### ABOUT THIS TASK
Scan the listing for the word "align" and give the number of lines where it appears, with no other text.
*** Opening DATA FOR THE TASK ***
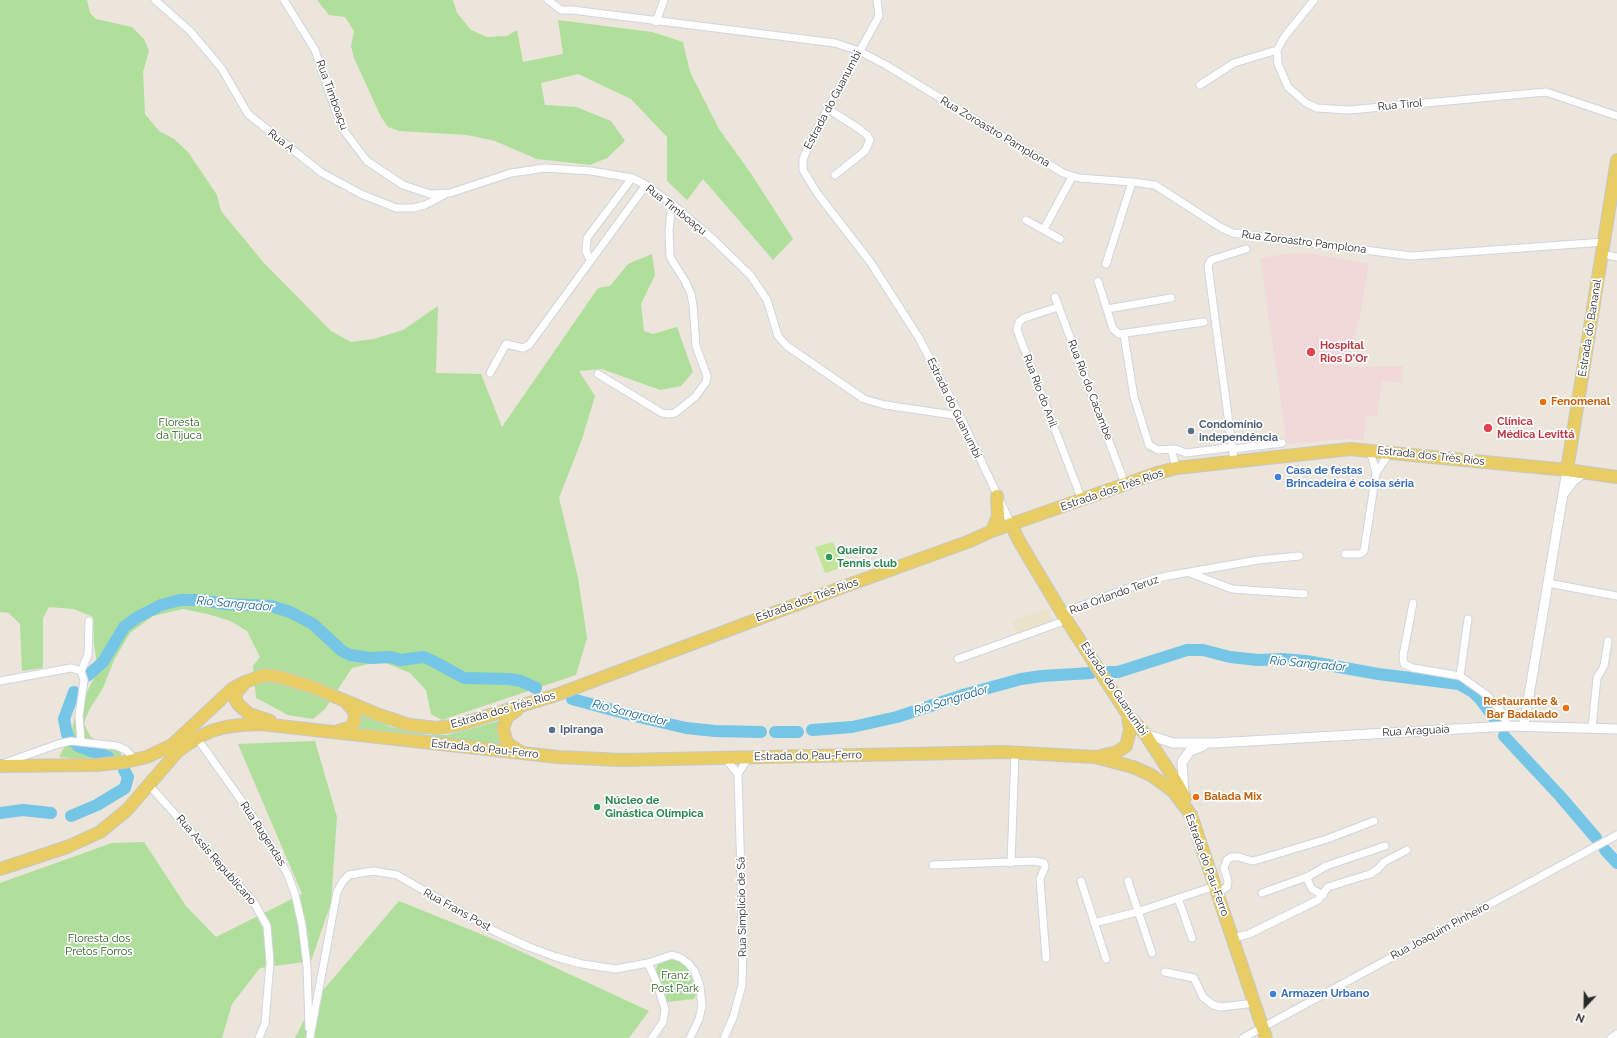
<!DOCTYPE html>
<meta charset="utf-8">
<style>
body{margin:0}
#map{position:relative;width:1617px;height:1038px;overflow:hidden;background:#ebe5dc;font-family:Raleway,sans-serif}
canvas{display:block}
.north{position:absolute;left:1565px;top:986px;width:40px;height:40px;-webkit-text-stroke:3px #fff;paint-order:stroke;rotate:202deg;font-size:11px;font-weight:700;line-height:16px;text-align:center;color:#292929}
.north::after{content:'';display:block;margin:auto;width:14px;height:18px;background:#292929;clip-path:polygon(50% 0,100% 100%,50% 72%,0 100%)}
</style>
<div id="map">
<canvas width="1617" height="1038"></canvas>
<div class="north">N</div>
</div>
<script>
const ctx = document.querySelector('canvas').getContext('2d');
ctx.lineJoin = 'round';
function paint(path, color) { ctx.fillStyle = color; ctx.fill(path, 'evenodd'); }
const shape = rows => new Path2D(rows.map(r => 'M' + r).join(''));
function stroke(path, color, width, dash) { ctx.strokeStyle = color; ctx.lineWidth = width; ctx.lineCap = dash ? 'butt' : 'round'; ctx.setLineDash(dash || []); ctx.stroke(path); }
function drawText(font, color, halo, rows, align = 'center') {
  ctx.font = font + ' Raleway,sans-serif'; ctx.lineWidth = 3.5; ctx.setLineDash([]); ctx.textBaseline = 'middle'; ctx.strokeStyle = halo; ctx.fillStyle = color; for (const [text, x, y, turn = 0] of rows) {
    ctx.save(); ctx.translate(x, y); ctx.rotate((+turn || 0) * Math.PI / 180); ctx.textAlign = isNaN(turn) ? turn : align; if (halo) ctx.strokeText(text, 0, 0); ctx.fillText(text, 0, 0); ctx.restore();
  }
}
const education = shape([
 [1047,608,1055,624,1019,637,1012,621]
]);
const medical = shape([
 [1309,253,1369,264,1361,312,1347,367,1403,366,1402,383,1382,381,1377,416,1367,416,1363,440,1347,439,1287,444,1260,258,1285,254]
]);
const green = shape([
 [0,0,87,0,90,13,96,19,132,27,144,39,149,51,143,72,145,114,159,131,174,139,188,152,217,195,221,211,264,263,331,331,351,342,374,339,403,330,438,306,436,373,481,374,502,427,598,288,610,286,628,264,652,254,655,275,641,304,644,331,653,334,677,327,693,372,681,386,660,390,602,369,579,371,595,396,582,439,559,498,578,578,587,638,576,675,442,720,431,714,426,690,410,673,381,661,352,668,325,709,313,719,288,715,256,698,253,666,260,657,247,631,230,621,208,614,183,609,153,616,130,633,114,660,103,688,89,710,84,723,90,736,97,742,115,742,121,745,121,757,84,759,59,757,71,735,75,716,98,670,94,644,93,617,74,609,49,607,43,618,43,668,22,671,20,624,9,613,0,612],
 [317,0,453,0,457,13,471,30,487,37,507,36,517,30,523,62,563,54,558,20,652,32,683,42,690,72,719,129,752,175,793,239,773,260,703,179,687,200,667,181,667,137,631,99,578,74,541,83,545,105,576,107,611,121,625,141,607,158,590,165,537,159,495,141,467,135,399,131,388,127,381,117,354,58,351,46,354,31,345,17,329,15],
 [360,712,390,727,429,735,447,735,463,731,505,719,500,734,502,745,352,732],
 [315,741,337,817,331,903,311,961,260,968,232,1004,222,1038,0,1038,0,883,112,843,144,842,186,906,216,937,302,894,238,744],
 [399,901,498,941,649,1011,629,1038,295,1038,313,1002],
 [674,957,683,962,688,969,695,987,696,994,694,999,668,1002,665,1000,656,970,658,963]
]);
const pitch = shape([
 [833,542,843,567,825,573,815,547]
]);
const river = shape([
 [1108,672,1118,672,1187,650,1203,650,1230,657,1258,660,1282,659,1306,661,1378,674,1459,684,1473,692,1480,699,1495,719],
 [87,676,103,662,124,627,136,618,161,605,180,600,201,600,225,604,271,606,290,612,313,624,342,651,350,655,371,658,391,657,400,660,423,657,431,660,464,678,509,679,521,681,536,688],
 [572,699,631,715,686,728,715,731,761,732],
 [812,730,852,727,897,717,963,695,1021,679,1042,676,1091,673],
 [775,732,798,732],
 [1504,736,1560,796,1596,838],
 [71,741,67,734,64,719,74,692],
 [78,746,108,757],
 [0,813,23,810,51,813],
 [71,816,97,805,125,788,128,777,124,770],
 [1605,850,1617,863]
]);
const minor = shape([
 [155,0,190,31,208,52,222,69,248,114,322,173,361,194,396,208,413,208,425,205,444,195],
 [284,0,315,50,336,112,345,132,367,161,403,185,430,194,450,193,511,173,545,168,591,171,632,178,646,185,672,204,713,239,751,276,767,300,778,336,787,346,864,399,885,405,960,416],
 [548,0,561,10,572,10,835,43,859,51,886,65,1063,173,1079,178,1132,182,1155,185,1220,227,1233,233,1411,256,1604,242],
 [877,0,879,16,813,136,803,159,803,170,817,193,871,263,919,338,960,416,1011,524],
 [1314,0,1285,36,1277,50,1278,64,1288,87,1306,103,1317,108,1349,110,1546,92,1617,116],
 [656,22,664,0],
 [1200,85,1234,63,1277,50],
 [828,109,858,128,867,135,870,140,865,151,835,175],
 [1026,220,1060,239],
 [1044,229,1072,177],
 [1602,254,1617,257],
 [590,260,586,251,587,238,632,178],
 [1106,264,1132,182],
 [1098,281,1113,329,1119,334,1204,322],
 [1055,297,1125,484],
 [1058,307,1024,318,1019,322,1017,330,1082,500],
 [1107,309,1171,298],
 [1124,335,1134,397,1149,445,1158,450,1175,449,1186,453,1227,448],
 [490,373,506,344,523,348,529,345,646,185],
 [598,374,662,413,669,414,675,413,695,397,706,382,707,376,696,346,693,305,691,294,685,281,670,257,669,230,672,204],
 [1171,449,1176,468],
 [1233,449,1282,443],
 [1370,450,1376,473],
 [1234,461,1208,266,1211,260,1246,249],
 [1345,554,1360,554,1364,551,1376,473,1390,452],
 [1190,573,1232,589,1304,594],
 [1548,583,1617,596],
 [1413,603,1403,656,1404,664,1413,668,1460,676,1487,695,1501,711,1508,726],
 [1062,613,1147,581,1167,576,1258,560,1299,556],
 [958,659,1067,620],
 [81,671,88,655,89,621],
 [1460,676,1468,619],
 [0,681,71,668,81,671,84,680,79,716,81,741],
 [1592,728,1597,678,1604,666,1608,641],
 [197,738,258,824,287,873,295,894,302,925,307,966,309,1028],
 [725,758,738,774],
 [5,763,58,744,71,741,117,746,126,750,135,760],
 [148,784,253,901,267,926,270,962,265,1023,259,1038],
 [1011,863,1015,753],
 [933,865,1034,861,1044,863,1045,867,1040,879,1046,958],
 [1306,877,1312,889,1323,895],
 [1081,881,1106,959],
 [1128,881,1152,953],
 [1217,893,1227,887,1228,881,1224,868,1227,860,1231,857,1239,857,1252,861,1257,860,1327,839,1374,821],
 [1262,893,1309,876,1326,866,1385,846],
 [1178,898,1192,938],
 [1094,923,1137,912,1215,886],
 [1233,938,1249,934,1318,900,1328,887,1370,874,1378,869,1384,862,1407,850],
 [648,963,672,955,681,958,689,964,695,972,700,986,702,1006,699,1019,690,1038],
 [1165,972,1194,978,1203,997,1213,1005,1221,1007,1255,1003],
 [310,1037,337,892,343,881,349,875,373,871,397,875,496,932,529,947,556,957,582,964,616,969,648,963,658,986,665,1010,663,1022,652,1038],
 [724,1038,733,1018,742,985,743,945,738,774,748,758],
 [1243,1038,1617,835],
 [1611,1038,1617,1034]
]);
const tertiary = shape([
 [1564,493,1573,481,1585,472],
 [1524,725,1567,470],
 [1145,734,1173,743,1215,743,1508,726,1617,729],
 [1184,793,1182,762,1190,751,1203,746]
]);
const primary = shape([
 [1567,470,1617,160],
 [1011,524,1019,541,1062,613,1128,715,1145,734,1175,780,1185,798],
 [992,531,998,516,997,496],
 [243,685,236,693,236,701,239,705,249,714,270,721],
 [517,710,507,717,503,729,507,743,522,753],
 [336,732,351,727,355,720,354,711,346,702],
 [1100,756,1117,752,1126,746,1130,730,1128,715],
 [0,766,96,765,125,762,147,757,172,745,232,689,245,682,265,675,280,677,312,687,379,715,409,725,437,728,458,725,556,695,843,587,970,541,992,531,1154,474,1176,468,1350,449,1567,470,1617,477],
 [0,869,67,847,100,832,127,810,178,751,197,738,211,731,226,727,241,725,261,724,558,757,621,760,1004,752,1095,757,1133,767,1151,775,1173,791,1191,815,1266,1038]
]);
const markers = [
 [1311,352,5,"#e0444e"],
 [1543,402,4,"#e8710a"],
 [1488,428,5,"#e0444e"],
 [1191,431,4,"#5c6f8a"],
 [1278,477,4,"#3f7fe0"],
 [829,557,4,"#2e9e5b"],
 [1566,708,4,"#e8710a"],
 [552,730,4,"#5c6f8a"],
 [1196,797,4,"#e8710a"],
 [597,807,4,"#2e9e5b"],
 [1273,994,4,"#3f7fe0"]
];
const streetNames = [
 ["Rua Timboaçu",332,95,70],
 ["Estrada do Guanumbi",833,100,-62],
 ["Rua Tirol",1400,105,-5],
 ["Rua Zoroastro Pamplona",995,132,31],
 ["Rua A",281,141,38],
 ["Rua Timboaçu",676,210,38],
 ["Rua Zoroastro Pamplona",1304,242,7],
 ["Estrada do Bananal",1590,328,-81],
 ["Rua Rio do Cacambe",1090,390,69],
 ["Rua Rio do Anil",1040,391,69],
 ["Estrada do Guanumbi",954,408,64],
 ["Estrada dos Três Rios",1431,456,6],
 ["Estrada dos Três Rios",1112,490,-19],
 ["Rua Orlando Teruz",1114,595,-20],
 ["Estrada dos Três Rios",807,600,-20],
 ["Estrada do Guanumbi",1114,689,56],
 ["Estrada dos Três Rios",503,710,-16],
 ["Rua Araguaia",1416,731,-3],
 ["Estrada do Pau-Ferro",485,749,6],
 ["Estrada do Pau-Ferro",808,756,-1],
 ["Rua Rugendas",263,834,57],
 ["Rua Assis Republicano",216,860,49],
 ["Estrada do Pau-Ferro",1207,865,70],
 ["Rua Simplício de Sá",742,907,-91],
 ["Rua Frans Post",457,910,29],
 ["Rua Joaquim Pinheiro",1440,931,-28]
];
const healthNames = [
 ["Hospital",1320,346],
 ["Rios D'Or",1320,359],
 ["Clínica",1497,422],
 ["Médica Levittá",1497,435]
];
const foodNames = [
 ["Fenomenal",1551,402],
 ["Restaurante &",1558,702,"right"],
 ["Bar Badalado",1558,715,"right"],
 ["Balada Mix",1204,797]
];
const parkNames = [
 ["Floresta",179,423],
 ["da Tijuca",179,436],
 ["Floresta dos",99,939],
 ["Pretos Forros",99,952],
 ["Franz",675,976],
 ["Post Park",675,989]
];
const serviceNames = [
 ["Condomínio",1199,425],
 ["independência",1199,438],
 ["Ipiranga",560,730]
];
const shopNames = [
 ["Casa de festas",1286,471],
 ["Brincadeira é coisa séria",1286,484],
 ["Armazen Urbano",1281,994]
];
const leisureNames = [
 ["Queiroz",837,551],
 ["Tennis club",837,564],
 ["Núcleo de",605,801],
 ["Ginástica Olímpica",605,814]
];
const waterNames = [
 ["Rio Sangrador",235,604,5],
 ["Rio Sangrador",1308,664,5],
 ["Rio Sangrador",951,700,-17],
 ["Rio Sangrador",630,713,14]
];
paint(education, '#ebe2cc');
paint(medical, '#f1d9da');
paint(green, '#b0de9b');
paint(pitch, '#c2e598');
stroke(river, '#75c5e7', 12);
stroke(minor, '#d1d4e1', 9);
stroke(tertiary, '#d1d4e1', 11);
stroke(primary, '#c7c7c7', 14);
stroke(minor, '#fff', 7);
stroke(tertiary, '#fff', 9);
stroke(primary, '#e8cd64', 12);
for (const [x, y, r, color] of markers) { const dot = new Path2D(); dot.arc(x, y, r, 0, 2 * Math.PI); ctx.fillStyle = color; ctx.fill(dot); stroke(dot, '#fff', 1.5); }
drawText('11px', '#292929', '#fff', streetNames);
drawText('bold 11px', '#be3a42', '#fff', healthNames, 'left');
drawText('bold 11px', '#c56008', '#fff', foodNames, 'left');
drawText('11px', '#2a621e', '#fff', parkNames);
drawText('bold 11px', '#4e5e75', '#fff', serviceNames, 'left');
drawText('bold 11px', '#366cbe', '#fff', shopNames, 'left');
drawText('bold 11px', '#27864d', '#fff', leisureNames, 'left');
drawText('italic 12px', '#156392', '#fff', waterNames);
</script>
*** Closing DATA FOR THE TASK ***
### EXPECTED OUTPUT
3